IIII. Inwijding des altaars en aflaat door den bisschop van Korkagen.(7 [7. Misschien Cork, de zetel van een bisdom in Ierland.]).

     Johannes by der gracien gods ende des stoels van Roemen biscop tot Korkagen, allen geloeuygen Christen menschen, die desen tegenwoerdygen breue sullen sien, eeuwyge selicheit in den heren.

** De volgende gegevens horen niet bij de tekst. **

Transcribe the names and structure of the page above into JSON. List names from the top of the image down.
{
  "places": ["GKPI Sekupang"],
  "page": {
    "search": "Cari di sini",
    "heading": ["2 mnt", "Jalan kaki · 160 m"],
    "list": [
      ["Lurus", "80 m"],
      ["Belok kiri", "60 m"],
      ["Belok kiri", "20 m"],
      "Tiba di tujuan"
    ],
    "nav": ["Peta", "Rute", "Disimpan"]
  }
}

Toe wetene doen wy vermits inholden deser tegenwoerdygen, dat wy in den jaere m cccc xxxi op ten vyften dach der maent meerte gewyet ende geconsacreert hebben toe Campen een altaer des hillygen Cruces in sanct Nicolaus kercke in den Stichte van Wtrecht, begerende daeromme die herten der geloeuygen toe noeden ende toe trecken tot wercken der barmherticheid, betrouwende van die barmherticheid gods almachtig ende macht der hillyger Apostelen Peter ende Pauwel gegeven, verlichten wy van barmherticheid in gode allen den genen, die mit bedroefden herten mit oetmoedicheit ende innicheit op ten voerscr. altaer misse hoeren ende die oer guedertierene handen reycken ter timmeringe, lichten, ornamenten des voerscr. altaers, off die in oere testamente off daer buyten eenyge hulpe dede; golt, sylver, boecken, kelcken off eenyg ander dinck guedertierlycken geue den voerscr. altaer, off procurier-den eenych dinck totten altaer, soe dicke wannier ende waer sie die voerscr. off eenych van

|pag. 49|

hem doen off vervullen xl dage aflaets van penitencie, die hem gesat is. Gegeven tot Campen in een tuich der waerheyt, onse segel hier angehangen. Int Jaer voerscr.

_______

     Aflaat van gezette penitentie (dat is verligting van vroeger opgelegde boetedoening of kastijding, wegens begane overtredingen) te verleenen, was ook een vermogend middel om de bezwaarde harten tot de uitoefening van milddadigheid te bewegen. Bisschop RUDOLF VAN DIEPHOLT, opvolger van FREDERIK VAN BLANCKENHEIM, verzuimde daarom niet, ter instandhouding en uitbreiding van het aanzien en vermogen dezer broederschap, daarvan gebruik te maken, waarvan de volgende brief het bewijs oplevert.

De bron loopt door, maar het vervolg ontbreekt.